Saved data entries:

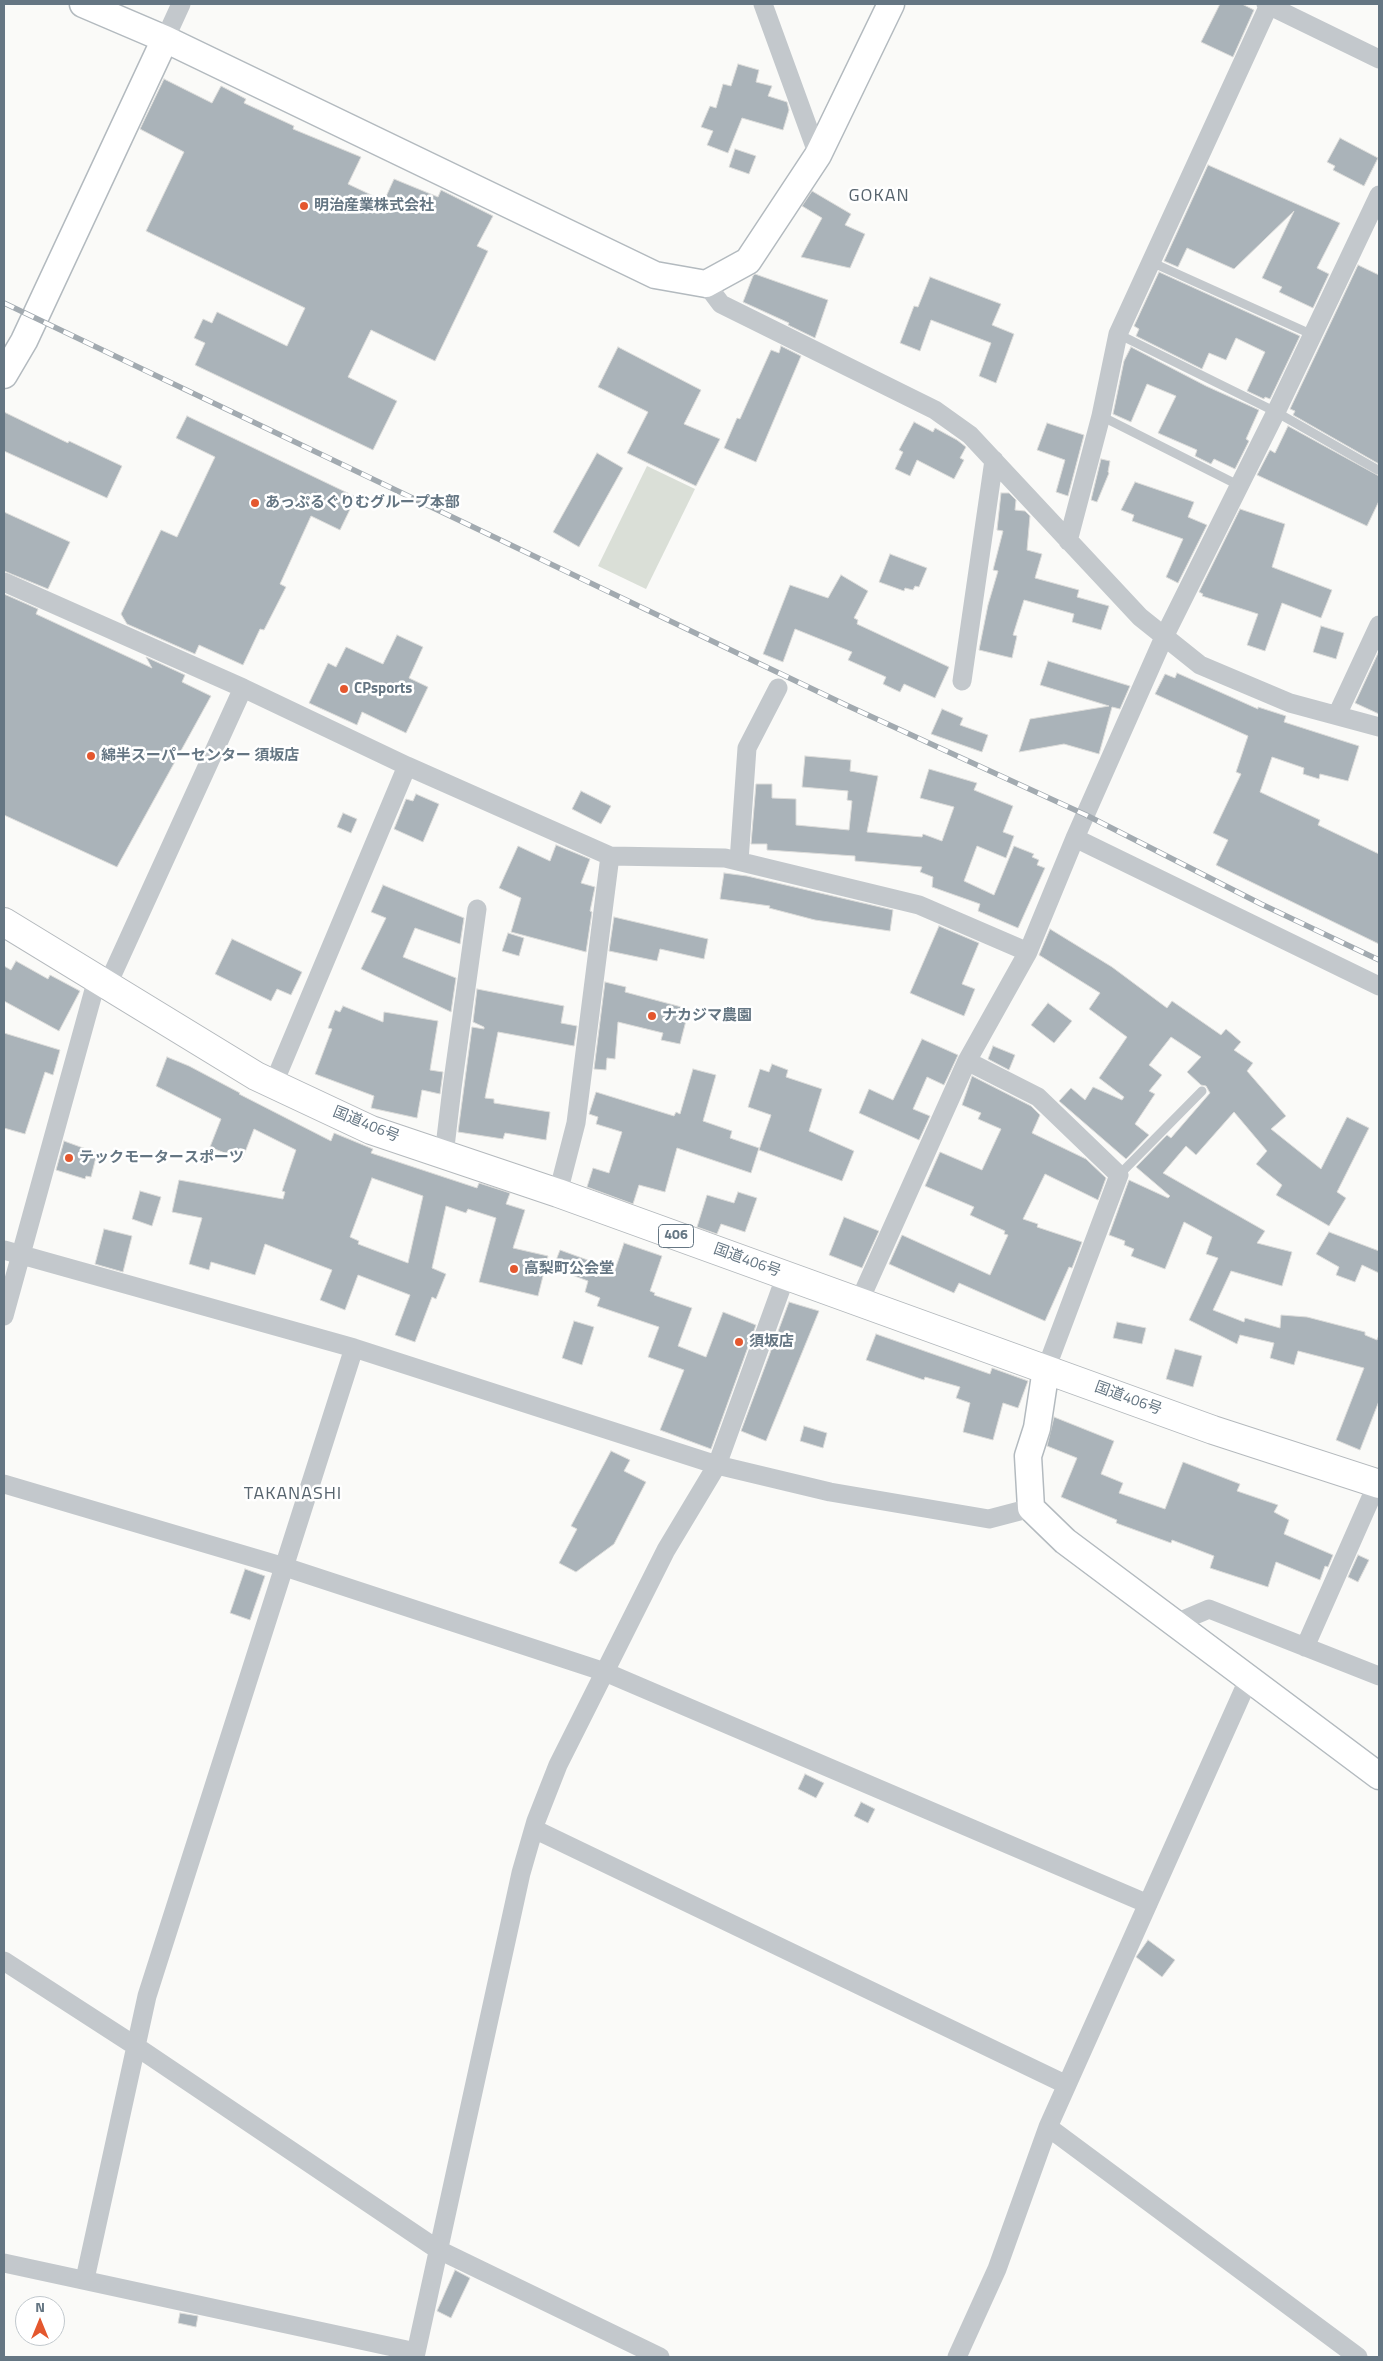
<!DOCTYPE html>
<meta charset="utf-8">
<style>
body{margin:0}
#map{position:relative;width:1383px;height:2361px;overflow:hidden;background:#fafaf8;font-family:"Titillium Web",sans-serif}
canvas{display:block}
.frame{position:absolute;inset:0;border:5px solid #657683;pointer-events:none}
.north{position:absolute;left:15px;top:2296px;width:50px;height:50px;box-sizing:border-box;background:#fff;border:1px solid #c1c8cd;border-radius:50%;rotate:0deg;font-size:14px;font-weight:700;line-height:20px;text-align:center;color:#657683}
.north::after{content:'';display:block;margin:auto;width:18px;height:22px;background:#e4572e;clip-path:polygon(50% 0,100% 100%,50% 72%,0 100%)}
</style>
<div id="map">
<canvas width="1383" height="2361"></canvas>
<div class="frame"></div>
<div class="north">N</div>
</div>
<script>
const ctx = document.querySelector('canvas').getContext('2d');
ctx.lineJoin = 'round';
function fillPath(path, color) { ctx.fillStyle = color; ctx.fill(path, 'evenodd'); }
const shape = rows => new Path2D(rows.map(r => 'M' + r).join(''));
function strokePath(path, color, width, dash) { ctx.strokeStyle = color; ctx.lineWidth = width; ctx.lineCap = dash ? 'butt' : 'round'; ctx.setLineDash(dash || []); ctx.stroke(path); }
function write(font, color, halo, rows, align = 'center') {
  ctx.font = font + ' "Titillium Web","Noto Sans JP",sans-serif'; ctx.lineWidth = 5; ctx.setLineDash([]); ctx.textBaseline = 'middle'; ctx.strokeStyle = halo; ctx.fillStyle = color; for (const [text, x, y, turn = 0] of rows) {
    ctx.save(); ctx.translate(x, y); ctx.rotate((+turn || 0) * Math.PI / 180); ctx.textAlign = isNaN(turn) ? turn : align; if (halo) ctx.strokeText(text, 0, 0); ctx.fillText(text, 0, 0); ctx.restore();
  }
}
fillPath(shape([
 [647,466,695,489,646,589,598,566]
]), '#dadfd7');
const building = shape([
 [1220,4,1242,4,1254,10,1233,57,1201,42,1220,4],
 [738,64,759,70,756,82,772,86,768,96,787,102,789,110,783,130,742,118,728,153,707,145,713,131,701,127,710,106,716,108,723,84,731,86,738,64],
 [164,79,212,103,221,86,246,99,244,103,294,126,293,129,361,157,348,184,384,201,394,179,438,197,441,190,493,216,477,246,488,251,435,361,371,330,348,377,397,401,373,450,195,365,205,343,194,338,203,319,212,323,217,312,287,346,305,308,146,231,184,152,140,129,164,79],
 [1340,138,1378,158,1364,186,1333,170,1335,166,1327,162,1340,138],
 [735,149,756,156,749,174,729,167,735,149],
 [1208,165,1340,223,1317,268,1329,274,1313,308,1279,292,1282,287,1262,278,1294,211,1234,269,1187,248,1178,267,1164,261,1208,165],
 [812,191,851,214,845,225,865,234,850,268,801,257,822,218,802,206,812,191],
 [1358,265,1379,275,1379,464,1293,415,1295,411,1290,409,1358,265],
 [1159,272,1300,336,1270,399,1265,397,1264,399,1247,391,1265,352,1236,338,1226,360,1209,353,1202,369,1136,336,1139,329,1134,326,1159,272],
 [755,274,828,300,815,338,788,325,789,323,743,302,753,276,755,274],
 [930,277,1001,304,992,325,1014,334,996,383,979,376,991,343,931,320,920,351,900,343,914,306,918,307,930,277],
 [781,346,801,356,756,462,724,448,737,418,740,419,771,350,779,353,781,346],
 [618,347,701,390,684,424,720,439,696,486,627,453,648,412,598,387,618,347],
 [1131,347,1206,386,1259,410,1246,439,1249,441,1235,469,1214,459,1211,464,1195,456,1197,450,1158,433,1176,396,1147,384,1131,422,1113,414,1124,361,1131,347],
 [4,412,68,443,69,441,122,466,107,498,4,451,4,412],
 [187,416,356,497,340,530,311,516,280,584,286,587,264,630,260,629,243,665,199,645,195,654,127,624,121,614,161,530,177,537,215,457,176,438,187,416],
 [914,422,933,432,935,428,957,440,966,447,960,458,964,460,954,479,917,460,910,476,895,469,903,452,899,450,914,422],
 [1047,423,1084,435,1068,496,1056,492,1065,460,1037,450,1047,423],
 [1288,426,1379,476,1379,501,1367,526,1257,475,1270,450,1275,453,1288,426],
 [597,453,623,468,579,547,553,532,597,453],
 [1101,459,1110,461,1108,472,1109,473,1097,502,1091,500,1101,459],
 [1135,482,1194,502,1188,517,1207,525,1178,583,1166,577,1183,539,1132,521,1134,515,1121,510,1135,482],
 [1001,493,1009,493,1016,500,1015,510,1025,511,1030,516,1027,550,1042,554,1035,578,1079,590,1077,597,1109,606,1101,630,1072,622,1074,614,1024,600,1013,635,1017,636,1012,658,979,650,988,605,998,571,993,570,1003,531,997,530,1001,493],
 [1240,509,1285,524,1272,567,1332,590,1321,618,1282,603,1265,651,1247,645,1258,614,1202,596,1203,594,1199,592,1240,509],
 [4,512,70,542,48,589,4,571,4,512],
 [890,554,927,568,919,587,915,586,913,590,905,588,904,591,879,582,890,554],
 [841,575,868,591,854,618,858,620,857,624,949,667,935,698,904,684,900,692,883,684,886,677,848,660,852,652,795,629,783,662,763,654,790,585,828,598,841,575],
 [4,594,38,609,36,614,152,668,146,657,185,675,182,682,211,696,117,867,4,815,4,594],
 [1321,626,1344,633,1336,659,1313,652,1321,626],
 [397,635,423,647,409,678,428,687,406,733,362,712,357,725,309,703,328,663,336,667,346,647,383,664,397,635],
 [1379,651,1379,714,1355,703,1379,651],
 [1048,661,1130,686,1120,709,1112,707,1099,754,1064,744,1019,752,1030,719,1109,706,1040,685,1048,661],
 [1177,673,1258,709,1258,707,1286,716,1284,722,1359,746,1348,781,1320,774,1319,779,1303,774,1304,768,1272,757,1260,792,1320,820,1318,825,1379,854,1379,944,1216,865,1228,840,1213,833,1241,774,1236,772,1248,736,1155,694,1165,674,1175,678,1177,673],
 [942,709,963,718,960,725,988,735,982,752,931,734,942,709],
 [805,756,851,760,850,771,878,776,867,832,922,837,923,834,942,841,954,807,920,798,929,769,977,783,974,790,1013,806,1003,832,1014,836,1006,858,977,846,964,881,994,895,1014,846,1034,854,1032,857,1039,860,1037,865,1045,868,1018,928,978,911,980,904,932,887,933,877,920,872,922,867,855,861,855,856,767,850,767,844,751,844,756,784,772,784,772,798,796,799,796,825,849,830,852,801,847,800,848,791,802,787,805,756],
 [581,791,611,806,601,824,572,809,581,791],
 [416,794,439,804,423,842,394,829,406,799,413,801,416,794],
 [343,813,357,819,351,833,337,827,343,813],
 [556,845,590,859,581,883,595,887,590,911,592,912,586,952,511,932,521,898,499,888,518,846,550,861,556,845],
 [724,873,747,876,893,910,890,931,815,920,769,908,770,906,720,899,724,873],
 [383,885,464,918,460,944,415,928,403,957,456,978,451,1012,361,969,386,918,371,912,383,885],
 [614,917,708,939,704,959,660,949,657,961,609,951,614,917],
 [939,926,979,943,962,984,975,989,964,1016,910,993,939,926],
 [1050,929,1112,967,1167,1008,1172,1001,1221,1035,1226,1029,1241,1042,1234,1050,1253,1063,1247,1071,1286,1116,1271,1129,1321,1169,1347,1117,1369,1128,1337,1192,1346,1198,1329,1226,1276,1195,1282,1185,1256,1164,1267,1151,1234,1112,1196,1155,1186,1146,1163,1173,1265,1231,1257,1243,1292,1252,1282,1286,1231,1271,1213,1310,1244,1322,1245,1318,1280,1328,1281,1315,1307,1317,1365,1332,1365,1335,1377,1340,1379,1335,1379,1401,1360,1450,1336,1440,1364,1368,1298,1351,1294,1365,1270,1358,1274,1343,1240,1335,1237,1344,1189,1320,1218,1258,1206,1254,1212,1237,1184,1222,1165,1269,1131,1256,1134,1249,1124,1245,1125,1241,1109,1235,1129,1180,1168,1198,1170,1196,1136,1167,1167,1135,1171,1138,1210,1093,1206,1086,1201,1085,1187,1072,1201,1057,1171,1037,1149,1065,1162,1075,1149,1091,1155,1094,1135,1124,1149,1135,1126,1159,1059,1101,1071,1088,1085,1100,1093,1087,1122,1100,1124,1097,1099,1078,1127,1037,1089,1009,1100,993,1039,955,1050,929],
 [508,933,524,938,519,956,502,951,508,933],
 [232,939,302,972,291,995,277,989,271,1001,215,974,232,939],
 [16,961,48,979,50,975,80,991,59,1031,4,1001,4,966,11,970,16,961],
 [605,982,626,987,625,992,689,1009,680,1044,661,1040,663,1033,618,1022,615,1059,607,1058,606,1070,594,1069,605,982],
 [477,989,564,1006,561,1023,577,1026,574,1046,498,1032,485,1098,494,1099,494,1103,550,1112,546,1140,505,1133,503,1139,458,1132,472,1027,484,1029,484,1027,473,1022,477,989],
 [1048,1003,1072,1021,1054,1043,1031,1025,1048,1003],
 [343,1006,383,1022,384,1012,438,1021,430,1070,443,1072,440,1094,422,1090,417,1118,371,1108,374,1096,315,1074,332,1029,328,1028,335,1010,340,1012,343,1006],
 [4,1033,60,1050,53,1075,45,1072,25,1134,4,1128,4,1033],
 [922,1039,958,1055,944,1085,927,1077,913,1109,930,1116,919,1140,859,1113,869,1089,893,1100,922,1039],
 [993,1046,1015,1055,1009,1070,988,1059,993,1046],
 [167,1057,189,1066,240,1093,239,1094,331,1141,334,1133,373,1149,371,1153,477,1188,479,1183,510,1193,506,1204,525,1210,513,1248,548,1256,538,1296,479,1282,496,1218,468,1209,466,1213,446,1206,432,1268,446,1274,436,1299,432,1297,415,1342,395,1335,410,1295,358,1275,345,1310,320,1300,332,1270,265,1244,255,1275,211,1262,209,1270,189,1264,202,1218,172,1212,179,1180,283,1199,285,1192,282,1191,296,1150,254,1129,242,1160,210,1147,221,1119,156,1086,167,1057],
 [372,1178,423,1196,408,1263,358,1244,359,1241,350,1237,372,1178],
 [772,1064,788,1070,786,1077,822,1089,809,1131,854,1151,842,1181,759,1150,771,1115,748,1107,760,1069,769,1072,772,1064],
 [693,1069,716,1075,703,1121,732,1131,730,1138,759,1148,751,1173,677,1148,665,1192,639,1185,633,1204,587,1187,593,1168,609,1173,622,1132,596,1124,598,1117,589,1114,596,1092,674,1116,676,1112,680,1114,693,1069],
 [972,1076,1031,1106,1040,1115,1032,1133,1086,1159,1106,1178,1098,1200,1045,1174,1023,1219,1038,1224,1037,1227,1082,1242,1072,1268,1069,1267,1045,1321,959,1283,954,1293,889,1264,902,1235,990,1275,1008,1235,1004,1234,1005,1231,970,1215,974,1207,925,1186,940,1152,982,1170,1001,1129,978,1119,981,1113,962,1105,972,1076],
 [64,1141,97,1153,91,1177,86,1176,85,1179,56,1170,64,1141],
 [140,1191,161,1197,152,1226,132,1219,140,1191],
 [738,1192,757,1198,745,1232,721,1224,717,1234,697,1227,707,1195,734,1203,738,1192],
 [844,1217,879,1231,862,1268,829,1255,844,1217],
 [104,1229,132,1236,123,1272,95,1264,104,1229],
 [1329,1232,1379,1251,1379,1273,1362,1265,1355,1282,1336,1275,1339,1267,1316,1254,1329,1232],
 [624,1243,662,1256,650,1291,655,1293,654,1295,692,1308,678,1346,706,1357,723,1312,756,1325,711,1449,660,1430,684,1370,648,1357,659,1327,597,1306,600,1298,585,1292,588,1281,553,1268,560,1250,615,1270,624,1243],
 [789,1302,819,1311,766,1441,741,1431,789,1302],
 [574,1321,594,1327,582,1365,562,1358,574,1321],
 [1117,1322,1146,1328,1142,1344,1113,1338,1117,1322],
 [876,1334,990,1374,992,1368,1028,1381,1018,1408,1003,1403,993,1440,963,1432,970,1403,956,1398,960,1387,925,1377,924,1380,866,1360,876,1334],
 [1175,1349,1202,1356,1193,1387,1166,1379,1175,1349],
 [1054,1417,1114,1441,1101,1474,1123,1483,1119,1493,1165,1509,1183,1462,1240,1484,1237,1491,1278,1505,1274,1512,1289,1520,1284,1534,1333,1555,1328,1567,1325,1566,1320,1580,1276,1562,1268,1587,1210,1568,1214,1556,1172,1540,1171,1543,1116,1523,1117,1520,1061,1497,1077,1458,1047,1446,1054,1417],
 [804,1426,827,1433,823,1448,800,1441,804,1426],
 [611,1451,630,1460,624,1471,646,1482,614,1544,576,1572,559,1563,577,1529,571,1526,611,1451],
 [1358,1555,1369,1560,1358,1582,1348,1577,1358,1555],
 [245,1569,265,1576,250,1620,230,1613,245,1569],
 [805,1774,824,1783,816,1798,798,1789,805,1774],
 [861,1802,875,1809,868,1823,854,1816,861,1802],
 [1148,1940,1175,1960,1162,1977,1136,1957,1148,1940],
 [455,2270,470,2278,451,2318,437,2311,455,2270],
 [180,2313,198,2316,196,2327,178,2323,180,2313]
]);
fillPath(building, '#aab3b9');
strokePath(building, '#dcdcda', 1);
const secondary = shape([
 [83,4,165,39,655,275,706,284,748,261,818,155,891,4],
 [4,375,24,341,165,39],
 [1046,1369,1037,1428,1028,1456,1031,1508,1065,1541,1379,1776]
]);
const highway = shape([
 [4,922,256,1076,371,1130,558,1193,1213,1430,1379,1484]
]);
strokePath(secondary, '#b3babf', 29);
strokePath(highway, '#b4b9bd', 30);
strokePath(shape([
 [1151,262,1313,335],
 [1118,334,1276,412,1378,470],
 [1101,416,1238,485],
 [1119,1175,1202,1091]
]), '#c3c8cc', 9);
strokePath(shape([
 [763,4,818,155],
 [1266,4,1379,59],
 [165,39,181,4],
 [706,284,721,304,935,410,970,435,1140,617,1200,665,1290,703,1379,727],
 [1068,541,1101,416,1118,334,1269,5],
 [4,582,243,688,407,766,610,856,725,858,919,905,1028,952],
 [962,681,994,460],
 [1337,715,1379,625],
 [1075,838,1379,986],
 [739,861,747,748,778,688],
 [107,986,243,688],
 [967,1061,1038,1097,1119,1175,1046,1369],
 [273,1085,407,766],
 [444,1155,452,1088,477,909],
 [558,1193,576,1123,610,856],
 [4,1250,354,1348,717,1465,830,1492,989,1519,1031,1508],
 [859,1302,967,1061,1028,952,1075,838,1164,637,1276,412,1379,195],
 [4,1316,97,979],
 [4,1484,285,1567,605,1672,1148,1904],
 [1176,1623,1209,1609,1379,1676],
 [1305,1647,1377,1484],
 [534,1829,1067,2085],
 [4,1961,137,2047,437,2249,660,2357],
 [1048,2127,1358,2357],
 [4,2263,416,2352],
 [85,2279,147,1996,354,1348],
 [415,2357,521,1873,536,1821,558,1765,666,1550,717,1465,786,1275],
 [957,2357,997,2269,1048,2127,1249,1678]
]), '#c3c8cc', 19);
strokePath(secondary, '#fff', 26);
strokePath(highway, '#fff', 28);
const rail = shape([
 [4,303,846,705,1086,815,1261,904,1379,960]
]);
strokePath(rail, '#a2aab0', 5.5);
strokePath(rail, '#fff', 4, [11]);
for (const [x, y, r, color] of [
 [304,206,5,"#e4572e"],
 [255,503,5,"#e4572e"],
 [344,689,5,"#e4572e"],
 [91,756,5,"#e4572e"],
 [652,1016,5,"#e4572e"],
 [69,1158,5,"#e4572e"],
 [514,1269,5,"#e4572e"],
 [739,1342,5,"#e4572e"]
]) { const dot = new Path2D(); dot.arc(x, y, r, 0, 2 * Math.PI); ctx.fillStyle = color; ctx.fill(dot); strokePath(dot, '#fff', 2); }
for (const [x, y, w] of [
 [676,1236,35]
]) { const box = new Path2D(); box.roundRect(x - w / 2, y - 11.5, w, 23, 4); ctx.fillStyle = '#fff'; ctx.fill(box); strokePath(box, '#657683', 1); }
write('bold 14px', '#657683', null, [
 ["406",676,1236]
]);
write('bold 15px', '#657683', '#fff', [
 ["明治産業株式会社",314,206],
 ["あっぷるぐりむグループ本部",265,503],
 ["CPsports",354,689],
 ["綿半スーパーセンター 須坂店",101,756],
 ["ナカジマ農園",662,1016],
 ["テックモータースポーツ",79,1158],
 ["高梨町公会堂",524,1269],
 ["須坂店",749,1342]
], 'left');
write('15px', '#657683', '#fff', [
 ["国道406号",366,1125,22],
 ["国道406号",747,1261,20],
 ["国道406号",1128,1399,20]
]);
ctx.letterSpacing = '1px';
write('18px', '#57646e', '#fff', [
 ["GOKAN",879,197],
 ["TAKANASHI",293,1495]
]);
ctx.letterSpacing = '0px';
</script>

WORK INSTRUCTION ->
If a line in the data holds the string "canvas", copy that line.

RESULT OF THE EXERCISE ->
canvas{display:block}
<canvas width="1383" height="2361"></canvas>
const ctx = document.querySelector('canvas').getContext('2d');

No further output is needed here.